The affinity mask allows an application or tool to restrict which devices (and sub-devices) are visible to 3rd-party libraries or applications in another process, respectively. The affinity mask is specified via an environment variable as a string of hexadecimal values. The value is specific to system configuration; e.g., the number of devices and the number of sub-devices for each device. The following examples demonstrate proper usage:

  • “” (empty string) = disabled; i.e. all devices and sub-devices are reported. This is the default value.

  • Two devices, each with four sub-devices

    • “FF” = all devices and sub-devices are reported (same as default)

    • “0F” = only device 0 (with all its sub-devices) is reported

    • “F0” = only device 1 (with all its sub-devices) is reported as device 0’

    • “AA” = both device 0 and 1 are reported, however each only has two sub-devices reported as sub-device 0 and 1

  • Two devices, device 0 with one sub-device and device 1 with two sub-devices

    • “07” = all devices and sub-devices are reported (same as default) + “01” = only device 0 (with all its sub-devices) is reported

    • “06” = only device 1 (with all its sub-devices) is reported as device 0

    • “05” = both device 0 and device 1 are reported, however each only has one sub-device reported as sub-device 0

Tools

Level-Zero APIs specific for supporting 3rd-party tools are separated from “Core” into “Tools” APIs. The “Tools” APIs are designed to provided low-level access to device capabilities in order to support 3rd-party tools, but are not intended to replace or directly interface 3rd-party tools. The “Tools” APIs are still available for direct application use.
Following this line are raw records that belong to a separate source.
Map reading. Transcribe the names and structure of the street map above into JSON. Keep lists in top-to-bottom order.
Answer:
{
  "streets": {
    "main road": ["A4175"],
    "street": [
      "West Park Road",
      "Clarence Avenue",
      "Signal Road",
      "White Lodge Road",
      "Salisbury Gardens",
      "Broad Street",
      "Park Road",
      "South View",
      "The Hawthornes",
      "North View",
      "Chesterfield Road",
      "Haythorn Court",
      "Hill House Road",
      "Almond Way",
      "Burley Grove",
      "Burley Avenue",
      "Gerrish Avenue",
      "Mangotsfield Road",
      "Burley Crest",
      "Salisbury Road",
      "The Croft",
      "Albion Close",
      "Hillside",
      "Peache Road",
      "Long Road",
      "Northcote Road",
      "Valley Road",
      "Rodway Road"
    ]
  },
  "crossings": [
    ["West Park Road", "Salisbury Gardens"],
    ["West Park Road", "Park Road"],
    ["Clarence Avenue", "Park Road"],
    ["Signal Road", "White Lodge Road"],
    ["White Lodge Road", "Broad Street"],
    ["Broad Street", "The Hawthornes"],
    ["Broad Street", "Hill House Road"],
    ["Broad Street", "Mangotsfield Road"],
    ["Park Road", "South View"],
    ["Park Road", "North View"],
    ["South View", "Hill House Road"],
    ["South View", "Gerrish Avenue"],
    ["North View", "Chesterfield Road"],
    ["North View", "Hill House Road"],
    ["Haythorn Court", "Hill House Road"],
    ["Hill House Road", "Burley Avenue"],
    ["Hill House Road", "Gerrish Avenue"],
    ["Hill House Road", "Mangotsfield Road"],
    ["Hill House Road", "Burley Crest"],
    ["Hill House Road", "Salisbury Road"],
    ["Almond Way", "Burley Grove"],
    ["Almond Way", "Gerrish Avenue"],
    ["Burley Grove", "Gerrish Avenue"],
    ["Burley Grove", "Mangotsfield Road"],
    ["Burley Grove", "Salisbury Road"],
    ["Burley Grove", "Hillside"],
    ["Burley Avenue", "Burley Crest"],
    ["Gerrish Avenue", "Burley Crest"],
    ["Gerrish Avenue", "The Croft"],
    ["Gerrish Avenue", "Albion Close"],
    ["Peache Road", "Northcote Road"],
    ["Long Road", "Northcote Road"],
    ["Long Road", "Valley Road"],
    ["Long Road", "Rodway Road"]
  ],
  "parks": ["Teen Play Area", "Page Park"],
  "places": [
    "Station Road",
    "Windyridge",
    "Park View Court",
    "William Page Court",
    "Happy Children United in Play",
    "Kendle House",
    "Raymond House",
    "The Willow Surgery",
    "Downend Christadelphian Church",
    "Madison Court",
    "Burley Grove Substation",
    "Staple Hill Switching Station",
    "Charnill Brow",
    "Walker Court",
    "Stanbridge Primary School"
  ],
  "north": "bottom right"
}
The following diagram illustrates how 3rd-party tools may utilize the instrumentation layer:

../_images/intro_tools.png

The “Tools” APIs provide the following capabilities for 3rd-party tools:

  • Allow for callbacks to be registered, in order to be notified of specific application events.

  • Allow for device metrics to be queried, in order to profile application usage.

  • Allow for application programs to be instrumented with custom instructions, for low-level code profiling.

  • Allow for application programs to be debugged using breakpoints and register access.

See the “Tools” programming guide for more details.

System Management

All global management of accelerator resources are separated from “Core” into the “Sysman” API.

The “Sysman” API provides in-band access to the following features for each accelerator device:

  • Query inventory information

  • Query information about host processes using the device

  • Change the accelerator workload scheduling policies

  • Query and control frequency/voltage/power

  • Query temperature sensors

  • Query load on various accelerator engines (overall, media, compute, copy)

  • Query device memory bandwidth and health

  • Query PCI bandwidth and health

  • Query high-speed Fabric bandwidth and health

  • Control the standby policy of the device

  • Query ECC/RAS status of various components on the device

  • Query power supply status

  • Control LEDs

  • Control fans

  • Perform overclocking/under-voltage changes where appropriate

  • Listen for events (temperature excursion, frequency throttling, RAS errors)

  • Flash firmware

  • Run diagnostics

  • Reset the device

By default, only administrator users have permissions to perform control operations on resources. Most queries are available to any user with the exception of those that could be used for side-channel attacks. The systems administrator can tighten/relax the default permissions.

See the “Sysman” programming guide for more details.